===== Data provided =====
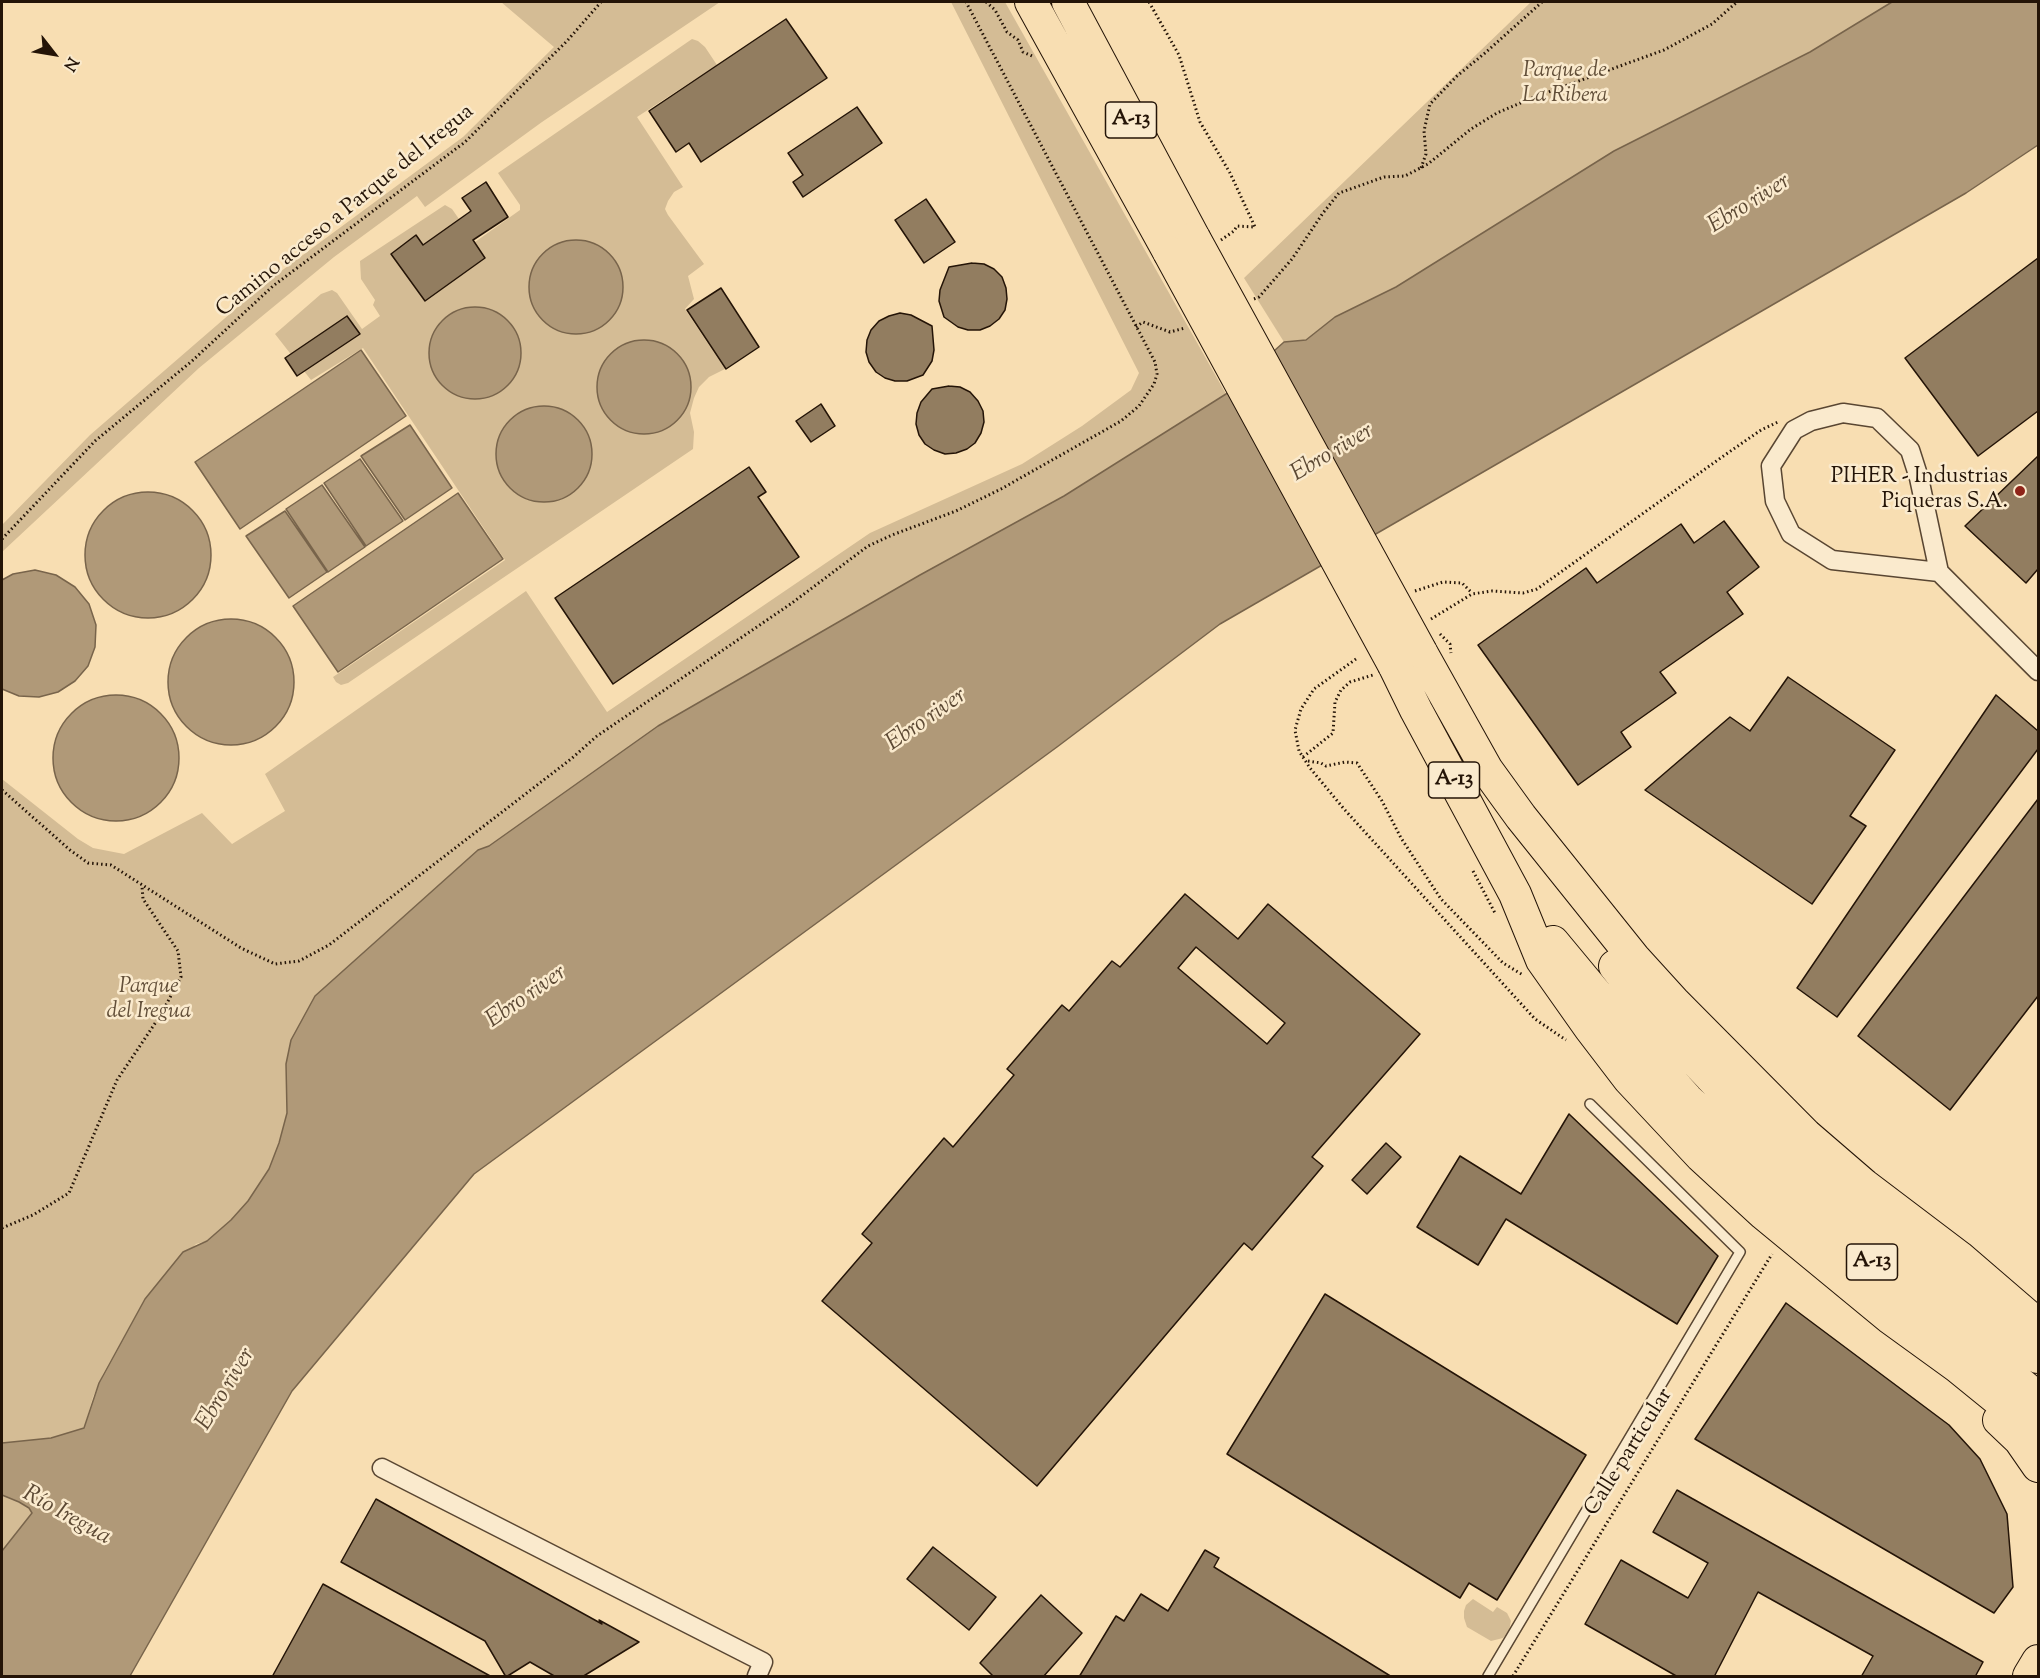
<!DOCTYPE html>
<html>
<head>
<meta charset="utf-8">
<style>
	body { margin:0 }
	#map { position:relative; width:2040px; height:1678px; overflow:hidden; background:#f8deb2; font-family:"Sorts Mill Goudy",serif }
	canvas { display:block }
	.frame { position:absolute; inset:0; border:3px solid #241407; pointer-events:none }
	.north { position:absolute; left:24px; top:24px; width:60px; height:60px; -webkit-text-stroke:4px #faeacd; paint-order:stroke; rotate:121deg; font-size:16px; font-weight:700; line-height:24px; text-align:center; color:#241407 }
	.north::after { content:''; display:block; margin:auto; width:21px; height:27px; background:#241407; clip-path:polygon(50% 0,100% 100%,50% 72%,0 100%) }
</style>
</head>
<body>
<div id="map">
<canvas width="2040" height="1678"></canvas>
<div class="frame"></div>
<div class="north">N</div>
</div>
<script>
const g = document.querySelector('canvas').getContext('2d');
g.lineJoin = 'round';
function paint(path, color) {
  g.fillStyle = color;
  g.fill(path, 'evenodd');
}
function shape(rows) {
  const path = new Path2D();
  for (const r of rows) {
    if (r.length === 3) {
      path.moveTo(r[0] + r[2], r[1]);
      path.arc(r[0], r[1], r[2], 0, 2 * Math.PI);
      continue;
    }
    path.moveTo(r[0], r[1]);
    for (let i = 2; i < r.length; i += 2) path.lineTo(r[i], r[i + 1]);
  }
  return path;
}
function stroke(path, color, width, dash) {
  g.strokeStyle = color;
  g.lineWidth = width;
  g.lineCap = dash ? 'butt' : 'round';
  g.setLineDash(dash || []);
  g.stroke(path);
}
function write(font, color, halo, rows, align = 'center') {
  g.font = font + ' "Sorts Mill Goudy",serif';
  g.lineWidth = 5;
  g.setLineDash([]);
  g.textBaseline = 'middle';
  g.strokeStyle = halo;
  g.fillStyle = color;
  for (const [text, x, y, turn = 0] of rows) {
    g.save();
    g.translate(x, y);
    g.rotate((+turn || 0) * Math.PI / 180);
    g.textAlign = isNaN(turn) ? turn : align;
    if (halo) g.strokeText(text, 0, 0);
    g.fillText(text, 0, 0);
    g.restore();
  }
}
const green = shape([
	[501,2,720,2,542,122,425,207,417,196,334,257,199,368,2,552,2,525,90,435,269,280,463,137,554,47],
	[951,2,1005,2,1226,394,1064,496,489,846,478,850,315,996,286,1075,287,1113,279,1143,269,1169,248,1201,231,1220,207,1241,196,1244,145,1299,103,1374,93,1397,84,1428,51,1438,2,1443,2,779,78,839,93,848,124,854,202,813,232,844,285,811,265,774,526,591,607,712,870,533,1022,464,1082,426,1131,390,1139,373],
	[1531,2,1892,2,1810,52,1614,151,1396,287,1335,317,1306,340,1284,342,1244,278],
	[692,39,698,41,705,47,717,65,637,117,683,187,674,192,668,201,665,209,668,215,704,264,688,276,694,299,685,309,725,369,709,377,699,387,694,398,690,413,694,432,693,449,348,683,341,685,336,682,333,677,505,560,363,348,311,380,275,334,321,294,332,290,337,293,362,329,380,316,373,305,375,300,361,279,360,261,445,205,452,209,475,242,520,210,520,205,498,173],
	[2,1495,19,1502,29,1508,32,1513,2,1551],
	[1473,1599,1493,1612,1497,1607,1507,1613,1511,1621,1509,1631,1503,1638,1491,1641,1467,1627,1464,1618,1464,1611,1466,1605]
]);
const water = shape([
	[1892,2,2038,2,2038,145,1966,193,1220,624,1057,747,474,1174,292,1391,130,1676,2,1676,2,1551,32,1513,29,1508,19,1502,2,1495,2,1443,51,1438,84,1428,99,1383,145,1299,183,1252,207,1241,231,1220,248,1201,269,1169,279,1143,287,1113,286,1064,291,1040,315,996,478,850,489,846,658,726,920,575,1064,496,1226,394,1284,342,1306,340,1335,317,1396,287,1614,151,1810,52,1892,2],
	[576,287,47],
	[475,353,46],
	[644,387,47],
	[361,350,406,416,240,529,195,462,361,350],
	[544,454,48],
	[410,425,452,488,405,520,361,456,410,425],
	[360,459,403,521,366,546,324,483,360,459],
	[322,485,365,547,328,572,286,509,322,485],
	[148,555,63],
	[458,493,503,559,338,672,293,606,458,493],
	[285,511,327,572,289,598,246,536,285,511],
	[35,570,56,575,75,587,89,604,96,625,95,647,88,666,75,681,58,692,39,697,19,696,2,689,2,580,13,574,35,570],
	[231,682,63],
	[116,758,63]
]);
const building = shape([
	[786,19,827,78,701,162,689,143,676,152,649,111,786,19],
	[857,107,882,143,803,197,793,182,803,175,788,153,857,107],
	[486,182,508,217,473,240,485,258,425,301,391,254,416,235,423,245,471,211,462,198,486,182],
	[926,199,955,242,924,263,895,220,926,199],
	[2038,258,2038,411,1978,456,1905,358,2038,258],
	[972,263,984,264,994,269,1002,277,1006,288,1007,299,1005,310,999,319,990,326,980,330,968,330,958,327,944,317,939,301,940,290,949,267,972,263],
	[721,288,759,347,726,369,687,310,721,288],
	[900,313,911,315,932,326,934,350,932,361,923,375,907,381,895,381,885,378,876,372,869,362,866,352,867,340,871,330,879,321,889,316,900,313],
	[347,316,360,334,297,376,285,358,347,316],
	[949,386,960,387,970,392,978,401,983,411,984,422,981,433,975,443,967,449,956,453,945,454,934,450,925,444,919,435,916,424,917,413,921,402,932,389,949,386],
	[821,404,835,426,811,442,796,421,821,404],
	[2038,456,2038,569,2026,583,1965,526,2038,456],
	[749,467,766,492,758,497,799,557,613,684,555,598,749,467],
	[1724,521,1759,567,1727,592,1743,614,1660,672,1676,693,1621,732,1631,747,1578,785,1478,645,1586,568,1597,583,1681,524,1694,543,1724,521],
	[1788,677,1895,750,1850,816,1866,826,1812,904,1645,790,1730,717,1750,731,1788,677],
	[1996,695,2038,731,2038,749,1837,1017,1797,988,1996,695],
	[2038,799,2038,996,1950,1110,1858,1036,2038,799],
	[1185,894,1238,939,1268,904,1420,1034,1312,1157,1323,1166,1252,1250,1244,1243,1037,1486,822,1301,872,1243,862,1234,944,1138,953,1147,1014,1075,1007,1069,1062,1005,1069,1011,1112,961,1120,967,1185,894],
	[1196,947,1285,1023,1267,1044,1178,968,1196,947],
	[1569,1114,1718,1256,1677,1324,1506,1219,1478,1265,1417,1227,1460,1156,1521,1194,1569,1114],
	[1386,1143,1401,1157,1367,1194,1352,1180,1386,1143],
	[1325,1294,1586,1455,1497,1600,1469,1583,1460,1598,1227,1454,1325,1294],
	[1786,1303,1949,1425,1980,1459,2007,1514,2013,1587,1994,1613,1695,1439,1786,1303],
	[1677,1490,1983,1662,1975,1677,1861,1677,1873,1656,1758,1592,1714,1677,1678,1677,1585,1624,1621,1560,1688,1598,1708,1563,1653,1532,1677,1490],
	[376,1499,602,1624,599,1620,639,1642,582,1677,556,1677,530,1662,506,1677,485,1641,341,1562,376,1499],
	[933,1547,996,1597,969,1630,907,1579,933,1547],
	[1205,1550,1219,1558,1214,1567,1392,1677,1079,1677,1116,1616,1124,1621,1141,1594,1168,1611,1205,1550],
	[323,1584,492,1677,272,1677,323,1584],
	[1041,1595,1082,1633,1043,1677,994,1677,980,1663,1041,1595]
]);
const path = shape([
	[986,2,995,10,1007,32,1018,40,1023,52,1032,56],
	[1149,2,1179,55,1200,122,1230,173,1255,227,1237,226,1234,231,1221,240],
	[1421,168,1426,154,1424,131,1430,104,1457,76,1485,53,1542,2],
	[1254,299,1259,297,1292,259,1323,213,1339,193,1384,177,1405,176,1428,164,1471,129,1497,113,1532,98,1664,50,1712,24,1737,2],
	[1136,327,1143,322,1170,332,1185,328],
	[2,539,95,441,192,361,273,286,465,142,567,41,601,2],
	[1415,591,1443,582,1462,583,1472,593],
	[1431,619,1472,594,1492,591,1523,593,1537,589,1722,457,1761,430,1778,422],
	[1440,634,1450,644,1451,653],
	[1356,659,1314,689,1301,709,1295,730,1299,751,1310,768,1344,809,1535,1019,1566,1040],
	[1303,757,1333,733,1335,702,1341,690,1350,682,1373,675],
	[1308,761,1321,763,1326,766,1345,762,1357,763,1382,801,1401,838,1441,899,1503,963,1523,975],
	[2,790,70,850,88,863,111,865,241,948,275,964,299,961,329,945,571,759,597,736,792,603,868,546,892,535,956,511,1001,489,1121,421,1139,406,1154,384,1157,374,1155,362,966,2],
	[1473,871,1495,913],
	[2,1228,33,1215,69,1193,117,1080,160,1016,181,977,178,951,143,899,142,886],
	[1513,1676,1772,1254]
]);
const service = shape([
	[1488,1676,1740,1252,1590,1104]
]);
const minor = shape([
	[1939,572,1832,560,1791,534,1775,501,1771,466,1794,430,1811,421,1843,413,1877,418,1910,450,1919,478,1939,572,2038,671],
	[382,1468,763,1662,757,1676]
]);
const motorway = shape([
	[1031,2,1169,252],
	[1068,2,1194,238],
	[1421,652,1487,770,1521,817,1634,958,1674,1002,1806,1135,1864,1185,1959,1257,2038,1325],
	[1394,665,1416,710,1515,894,1542,960,1590,1028,1629,1079,1701,1156,1764,1214,1889,1317,1958,1367,2038,1432],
	[1553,942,1641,1048,1687,1099,1732,1142,1788,1194,2038,1398],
	[1615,966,1660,1023,1742,1110,1785,1152,1828,1189,2038,1357],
	[1999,1420,2020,1440,2038,1466],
	[2029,1676,2038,1661]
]);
const motorwayBridge = shape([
	[1194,238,1421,652],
	[1169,252,1394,665]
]);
const markers = [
	[2020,491,6,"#8f2418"]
];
const shields = [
	[1131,120,51],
	[1454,780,51],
	[1872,1262,51]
];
const shieldNames = [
	["A-13",1131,120],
	["A-13",1454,780],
	["A-13",1872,1262]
];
const parkNames = [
	["Parque de",1565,72],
	["La Ribera",1565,97],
	["Parque",149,988],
	["del Iregua",149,1013]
];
const streetNames = [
	["Camino acceso a Parque del Iregua",346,212,-39],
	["Calle particular",1630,1453,-58]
];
const poiNames = [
	["PIHER - Industrias",2008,478],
	["Piqueras S.A.",2008,503]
];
const waterNames = [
	["Ebro river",1750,205,-32],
	["Ebro river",1333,454,-31],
	["Ebro river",927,721,-35],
	["Ebro river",527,998,-35],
	["Ebro river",227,1390,-59],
	["Río Iregua",66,1517,29]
];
paint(green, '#d4bc95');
paint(water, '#b09978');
stroke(water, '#78644b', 1.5);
paint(building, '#927d60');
stroke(building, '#241407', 1.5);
stroke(service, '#594632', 12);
stroke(minor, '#594632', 21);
stroke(motorway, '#241407', 34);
stroke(path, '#241407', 3, [1.5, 3]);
stroke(service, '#faeacd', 9);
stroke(minor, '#faeacd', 18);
stroke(motorway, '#f8deb2', 32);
stroke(motorwayBridge, '#241407', 34, []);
stroke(motorwayBridge, '#f8deb2', 32);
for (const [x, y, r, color] of markers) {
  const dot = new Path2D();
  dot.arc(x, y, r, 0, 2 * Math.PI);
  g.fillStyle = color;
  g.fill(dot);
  stroke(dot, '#faeacd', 2);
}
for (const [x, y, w] of shields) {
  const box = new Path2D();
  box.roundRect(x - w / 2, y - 18, w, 36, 4.5);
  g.fillStyle = '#faeacd';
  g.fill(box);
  stroke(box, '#241407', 1.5);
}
write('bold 21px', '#241407', null, shieldNames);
write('italic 22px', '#624f39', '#faeacd', parkNames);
write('22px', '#241407', '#faeacd', streetNames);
write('22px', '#241407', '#faeacd', poiNames, 'right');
write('italic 24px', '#5c4934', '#faeacd', waterNames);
</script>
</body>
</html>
=====
What the task asks | Work through the records above. Copy every line with the string "rows".

Expected output |
function shape(rows) {
  for (const r of rows) {
function write(font, color, halo, rows, align = 'center') {
  for (const [text, x, y, turn = 0] of rows) {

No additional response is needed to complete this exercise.